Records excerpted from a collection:
+ + +

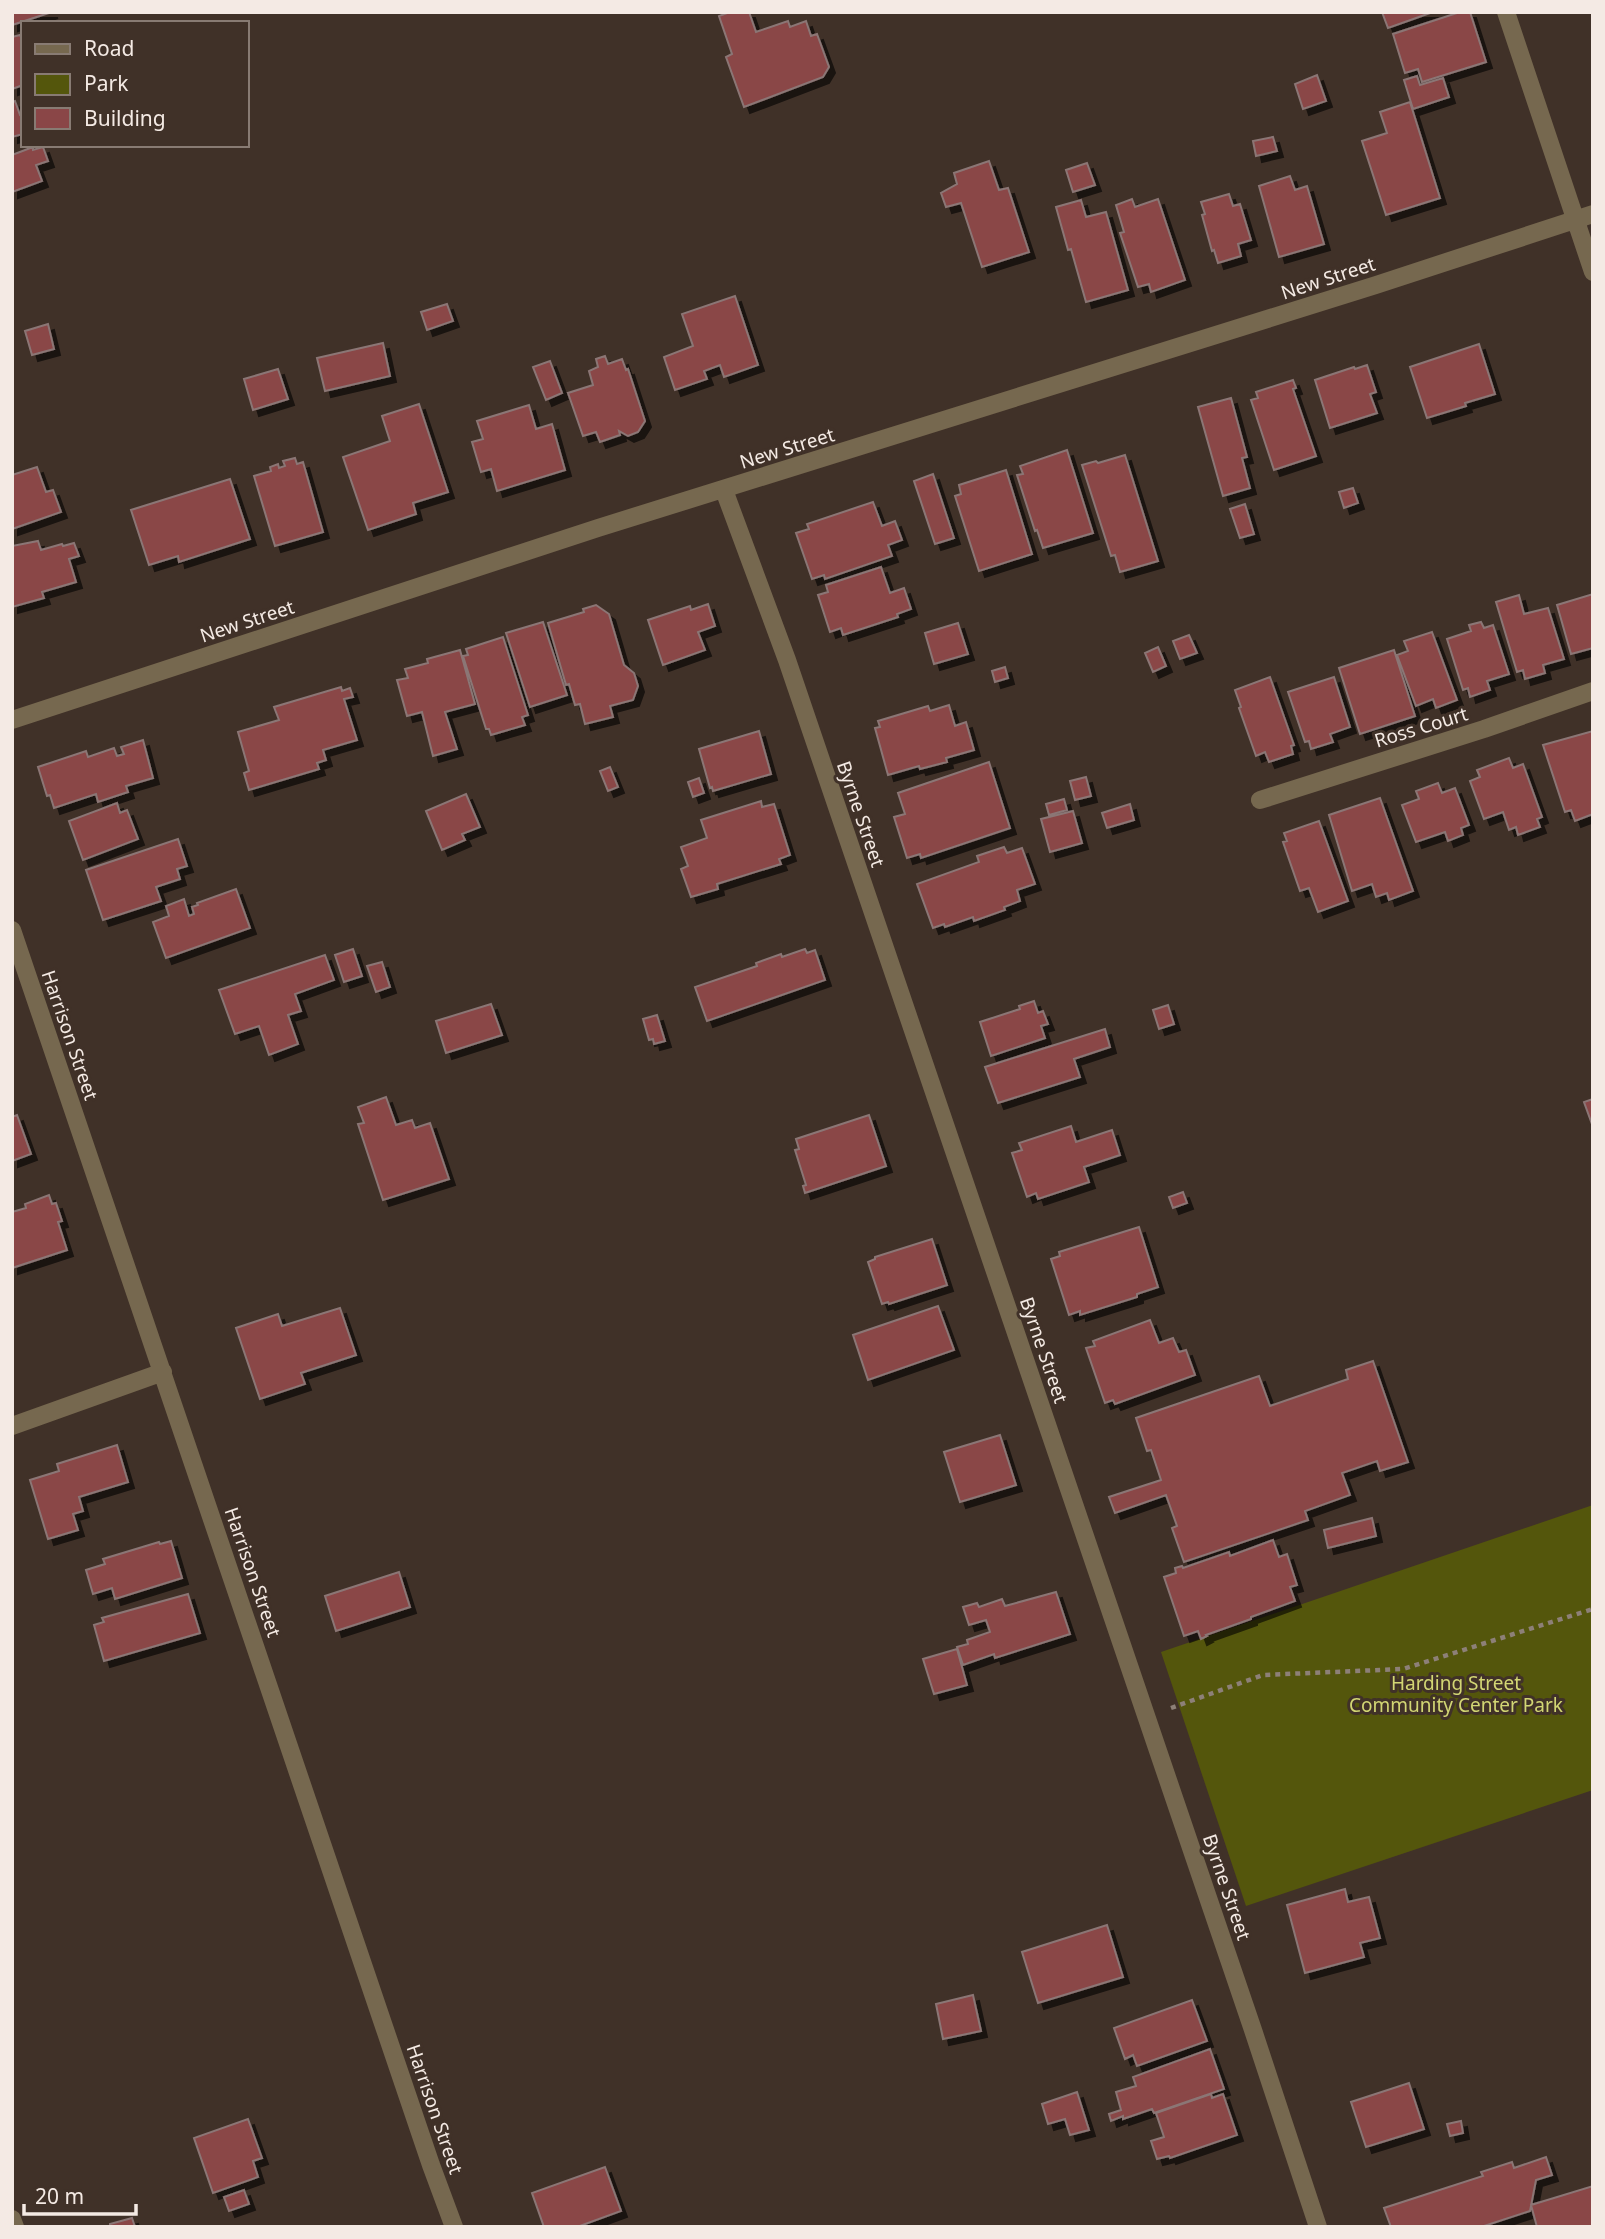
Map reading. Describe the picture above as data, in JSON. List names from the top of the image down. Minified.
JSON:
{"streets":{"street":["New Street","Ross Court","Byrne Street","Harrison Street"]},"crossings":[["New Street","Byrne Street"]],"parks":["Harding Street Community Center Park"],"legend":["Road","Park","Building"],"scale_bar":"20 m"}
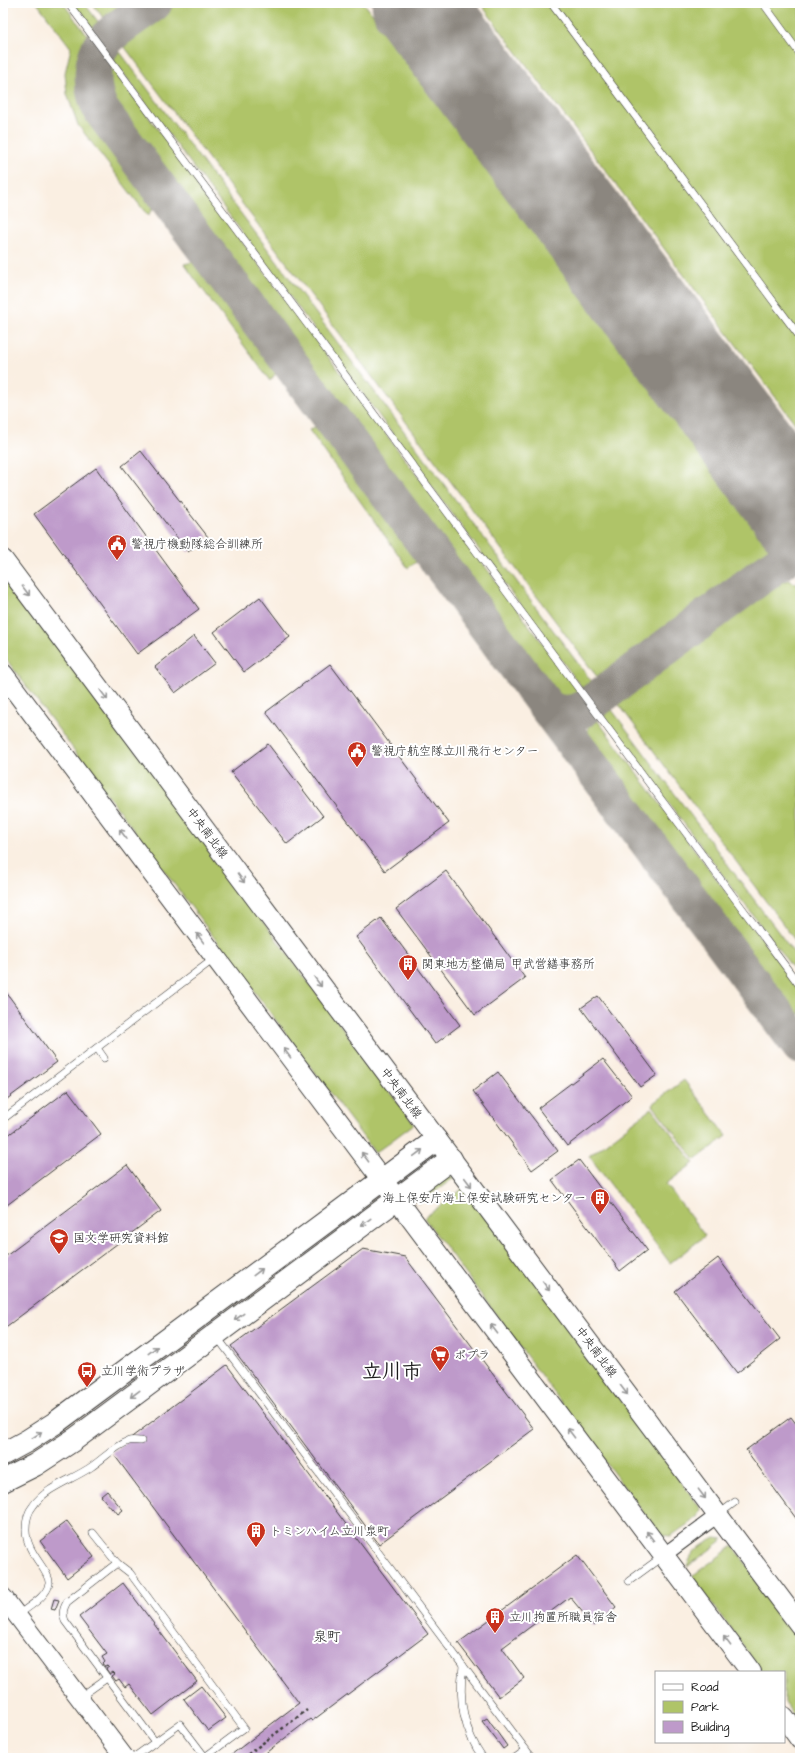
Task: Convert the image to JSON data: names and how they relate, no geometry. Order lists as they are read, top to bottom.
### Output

+ + +

Copy every line of the records exactly as it is written, but not the pictures.

FINISHED EXERCISE =>
Map reading. Describe the picture above as data, in JSON. List names from the top of the image down. Minified.
JSON:
{"streets":{"street":["New Street","Ross Court","Byrne Street","Harrison Street"]},"crossings":[["New Street","Byrne Street"]],"parks":["Harding Street Community Center Park"],"legend":["Road","Park","Building"],"scale_bar":"20 m"}
Task: Convert the image to JSON data: names and how they relate, no geometry. Order lists as they are read, top to bottom.
### Output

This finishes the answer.